(Beginning of Data excerpts)

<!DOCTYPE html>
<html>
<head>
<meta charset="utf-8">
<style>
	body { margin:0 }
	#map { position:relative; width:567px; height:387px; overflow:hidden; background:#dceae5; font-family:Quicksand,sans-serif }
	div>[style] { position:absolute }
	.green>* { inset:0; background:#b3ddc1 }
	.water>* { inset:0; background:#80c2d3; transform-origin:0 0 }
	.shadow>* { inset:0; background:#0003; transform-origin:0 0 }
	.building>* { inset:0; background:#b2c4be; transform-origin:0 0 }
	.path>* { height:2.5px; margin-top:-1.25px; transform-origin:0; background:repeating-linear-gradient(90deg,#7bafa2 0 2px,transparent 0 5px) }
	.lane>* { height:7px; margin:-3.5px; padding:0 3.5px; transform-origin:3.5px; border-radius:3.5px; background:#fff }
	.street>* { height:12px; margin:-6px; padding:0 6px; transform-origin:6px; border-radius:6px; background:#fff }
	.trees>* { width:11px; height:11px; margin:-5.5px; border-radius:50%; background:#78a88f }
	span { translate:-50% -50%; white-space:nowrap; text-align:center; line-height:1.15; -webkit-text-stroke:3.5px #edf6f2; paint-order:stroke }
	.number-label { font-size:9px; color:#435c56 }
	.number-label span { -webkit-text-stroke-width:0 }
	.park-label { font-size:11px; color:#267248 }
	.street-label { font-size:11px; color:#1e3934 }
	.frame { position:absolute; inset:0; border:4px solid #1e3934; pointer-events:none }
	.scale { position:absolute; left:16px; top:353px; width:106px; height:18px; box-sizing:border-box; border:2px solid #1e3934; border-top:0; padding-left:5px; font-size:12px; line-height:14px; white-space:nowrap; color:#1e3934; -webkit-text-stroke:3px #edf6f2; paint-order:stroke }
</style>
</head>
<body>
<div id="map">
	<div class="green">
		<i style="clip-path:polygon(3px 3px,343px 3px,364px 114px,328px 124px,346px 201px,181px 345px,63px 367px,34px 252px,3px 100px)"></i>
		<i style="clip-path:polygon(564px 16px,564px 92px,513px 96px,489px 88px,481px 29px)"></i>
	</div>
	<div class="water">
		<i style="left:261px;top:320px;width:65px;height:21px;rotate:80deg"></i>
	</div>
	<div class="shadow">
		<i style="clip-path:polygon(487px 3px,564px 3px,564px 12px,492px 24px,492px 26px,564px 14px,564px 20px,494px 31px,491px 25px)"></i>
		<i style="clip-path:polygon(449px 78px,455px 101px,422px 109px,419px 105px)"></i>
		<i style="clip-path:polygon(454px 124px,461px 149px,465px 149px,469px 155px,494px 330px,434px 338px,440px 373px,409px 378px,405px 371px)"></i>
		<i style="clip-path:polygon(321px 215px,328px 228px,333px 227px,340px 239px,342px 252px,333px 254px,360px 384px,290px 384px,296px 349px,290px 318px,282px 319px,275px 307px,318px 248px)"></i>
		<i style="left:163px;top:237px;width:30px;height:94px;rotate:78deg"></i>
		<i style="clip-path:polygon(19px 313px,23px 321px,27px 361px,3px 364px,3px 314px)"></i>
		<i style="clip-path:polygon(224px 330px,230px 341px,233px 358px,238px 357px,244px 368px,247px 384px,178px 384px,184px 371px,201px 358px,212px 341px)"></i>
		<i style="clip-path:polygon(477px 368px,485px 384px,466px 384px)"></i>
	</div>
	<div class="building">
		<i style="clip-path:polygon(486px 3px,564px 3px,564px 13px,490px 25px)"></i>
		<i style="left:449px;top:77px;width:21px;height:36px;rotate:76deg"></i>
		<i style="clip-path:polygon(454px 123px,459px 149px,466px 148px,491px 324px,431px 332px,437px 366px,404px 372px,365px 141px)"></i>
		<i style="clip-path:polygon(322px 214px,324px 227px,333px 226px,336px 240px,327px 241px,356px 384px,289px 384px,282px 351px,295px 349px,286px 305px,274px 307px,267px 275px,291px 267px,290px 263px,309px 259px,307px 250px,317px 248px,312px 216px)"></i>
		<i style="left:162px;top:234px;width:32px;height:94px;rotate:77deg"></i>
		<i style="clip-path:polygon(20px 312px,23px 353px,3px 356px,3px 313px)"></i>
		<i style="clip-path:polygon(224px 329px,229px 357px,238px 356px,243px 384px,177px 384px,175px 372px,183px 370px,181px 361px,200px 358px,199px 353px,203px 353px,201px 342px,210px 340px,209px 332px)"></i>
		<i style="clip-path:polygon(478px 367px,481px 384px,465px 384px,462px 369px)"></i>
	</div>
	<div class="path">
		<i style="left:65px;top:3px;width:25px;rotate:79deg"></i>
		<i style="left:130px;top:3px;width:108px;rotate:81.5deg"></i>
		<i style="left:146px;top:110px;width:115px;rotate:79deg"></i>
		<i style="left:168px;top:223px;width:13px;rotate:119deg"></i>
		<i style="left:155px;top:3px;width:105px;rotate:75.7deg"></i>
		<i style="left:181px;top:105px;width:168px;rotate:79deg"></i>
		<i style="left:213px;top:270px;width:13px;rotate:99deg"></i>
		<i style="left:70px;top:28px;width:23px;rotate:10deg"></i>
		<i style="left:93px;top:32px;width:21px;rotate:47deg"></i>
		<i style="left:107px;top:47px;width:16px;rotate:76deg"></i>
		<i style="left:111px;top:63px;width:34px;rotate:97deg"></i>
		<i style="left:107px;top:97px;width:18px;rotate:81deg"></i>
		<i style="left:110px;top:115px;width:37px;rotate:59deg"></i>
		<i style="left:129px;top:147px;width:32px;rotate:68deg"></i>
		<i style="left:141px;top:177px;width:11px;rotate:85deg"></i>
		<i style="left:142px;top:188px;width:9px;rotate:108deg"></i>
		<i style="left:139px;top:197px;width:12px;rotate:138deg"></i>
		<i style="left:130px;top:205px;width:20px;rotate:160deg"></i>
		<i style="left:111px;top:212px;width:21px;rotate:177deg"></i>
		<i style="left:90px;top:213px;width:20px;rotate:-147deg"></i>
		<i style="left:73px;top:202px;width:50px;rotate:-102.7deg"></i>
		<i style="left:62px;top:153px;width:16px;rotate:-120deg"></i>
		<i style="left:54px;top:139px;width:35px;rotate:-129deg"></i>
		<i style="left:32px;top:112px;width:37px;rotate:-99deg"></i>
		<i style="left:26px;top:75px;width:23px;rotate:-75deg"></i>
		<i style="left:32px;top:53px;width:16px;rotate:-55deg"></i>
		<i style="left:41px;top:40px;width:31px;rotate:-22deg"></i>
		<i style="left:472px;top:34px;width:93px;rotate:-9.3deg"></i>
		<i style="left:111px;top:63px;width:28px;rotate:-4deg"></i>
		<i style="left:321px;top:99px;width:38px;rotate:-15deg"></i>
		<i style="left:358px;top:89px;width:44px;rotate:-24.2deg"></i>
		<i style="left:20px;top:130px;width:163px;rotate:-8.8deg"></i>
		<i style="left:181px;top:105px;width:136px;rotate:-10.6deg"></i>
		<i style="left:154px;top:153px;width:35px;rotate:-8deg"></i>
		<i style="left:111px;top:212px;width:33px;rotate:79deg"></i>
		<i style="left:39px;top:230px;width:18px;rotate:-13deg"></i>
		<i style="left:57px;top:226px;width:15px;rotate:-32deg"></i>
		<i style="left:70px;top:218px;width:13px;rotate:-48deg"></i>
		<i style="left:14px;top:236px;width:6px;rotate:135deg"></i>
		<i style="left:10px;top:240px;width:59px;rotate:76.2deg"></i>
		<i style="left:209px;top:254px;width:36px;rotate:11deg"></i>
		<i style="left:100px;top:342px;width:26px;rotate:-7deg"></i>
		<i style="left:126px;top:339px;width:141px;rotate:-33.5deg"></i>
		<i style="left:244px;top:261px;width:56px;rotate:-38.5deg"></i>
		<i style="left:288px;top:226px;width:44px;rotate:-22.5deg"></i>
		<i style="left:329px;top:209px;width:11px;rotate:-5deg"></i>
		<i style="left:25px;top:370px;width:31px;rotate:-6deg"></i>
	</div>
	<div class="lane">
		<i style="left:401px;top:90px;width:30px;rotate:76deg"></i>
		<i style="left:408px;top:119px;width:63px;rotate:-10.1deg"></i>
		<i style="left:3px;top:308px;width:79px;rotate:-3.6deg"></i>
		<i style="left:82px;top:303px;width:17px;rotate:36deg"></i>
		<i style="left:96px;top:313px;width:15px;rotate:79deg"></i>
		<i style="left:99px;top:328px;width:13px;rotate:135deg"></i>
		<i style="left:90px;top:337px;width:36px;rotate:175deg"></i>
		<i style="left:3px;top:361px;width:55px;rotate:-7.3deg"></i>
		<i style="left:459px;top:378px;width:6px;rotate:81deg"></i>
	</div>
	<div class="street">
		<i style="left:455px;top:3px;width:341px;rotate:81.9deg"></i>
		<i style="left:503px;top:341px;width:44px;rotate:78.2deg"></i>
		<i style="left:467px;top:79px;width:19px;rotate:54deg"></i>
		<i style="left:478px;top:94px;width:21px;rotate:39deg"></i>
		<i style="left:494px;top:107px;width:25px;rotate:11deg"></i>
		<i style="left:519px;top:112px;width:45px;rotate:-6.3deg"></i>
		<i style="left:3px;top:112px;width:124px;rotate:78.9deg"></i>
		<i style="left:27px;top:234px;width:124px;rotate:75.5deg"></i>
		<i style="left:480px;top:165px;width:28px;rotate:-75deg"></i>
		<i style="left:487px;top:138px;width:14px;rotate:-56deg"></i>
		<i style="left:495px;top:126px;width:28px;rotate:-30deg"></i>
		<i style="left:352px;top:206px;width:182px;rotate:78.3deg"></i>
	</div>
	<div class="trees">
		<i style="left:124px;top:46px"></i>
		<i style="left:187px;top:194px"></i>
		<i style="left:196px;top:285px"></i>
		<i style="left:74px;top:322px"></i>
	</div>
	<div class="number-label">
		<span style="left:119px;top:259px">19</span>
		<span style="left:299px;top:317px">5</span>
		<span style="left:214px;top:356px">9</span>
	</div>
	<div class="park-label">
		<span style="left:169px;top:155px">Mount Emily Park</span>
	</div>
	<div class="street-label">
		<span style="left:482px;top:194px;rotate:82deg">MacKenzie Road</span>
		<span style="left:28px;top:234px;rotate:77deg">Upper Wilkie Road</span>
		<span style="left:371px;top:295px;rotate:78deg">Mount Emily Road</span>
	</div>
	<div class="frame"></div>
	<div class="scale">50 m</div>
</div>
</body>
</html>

(End of Data excerpts)

### Exercise brief
Given the records above, reproduce precisely and only the lines between the line holding "width:11px; height:11px; margin:-5.5px;" and the line holding "3px,343px 3px,364px 114px,328px", inclusive.

### Answer area
	.trees>* { width:11px; height:11px; margin:-5.5px; border-radius:50%; background:#78a88f }
	span { translate:-50% -50%; white-space:nowrap; text-align:center; line-height:1.15; -webkit-text-stroke:3.5px #edf6f2; paint-order:stroke }
	.number-label { font-size:9px; color:#435c56 }
	.number-label span { -webkit-text-stroke-width:0 }
	.park-label { font-size:11px; color:#267248 }
	.street-label { font-size:11px; color:#1e3934 }
	.frame { position:absolute; inset:0; border:4px solid #1e3934; pointer-events:none }
	.scale { position:absolute; left:16px; top:353px; width:106px; height:18px; box-sizing:border-box; border:2px solid #1e3934; border-top:0; padding-left:5px; font-size:12px; line-height:14px; white-space:nowrap; color:#1e3934; -webkit-text-stroke:3px #edf6f2; paint-order:stroke }
</style>
</head>
<body>
<div id="map">
	<div class="green">
		<i style="clip-path:polygon(3px 3px,343px 3px,364px 114px,328px 124px,346px 201px,181px 345px,63px 367px,34px 252px,3px 100px)"></i>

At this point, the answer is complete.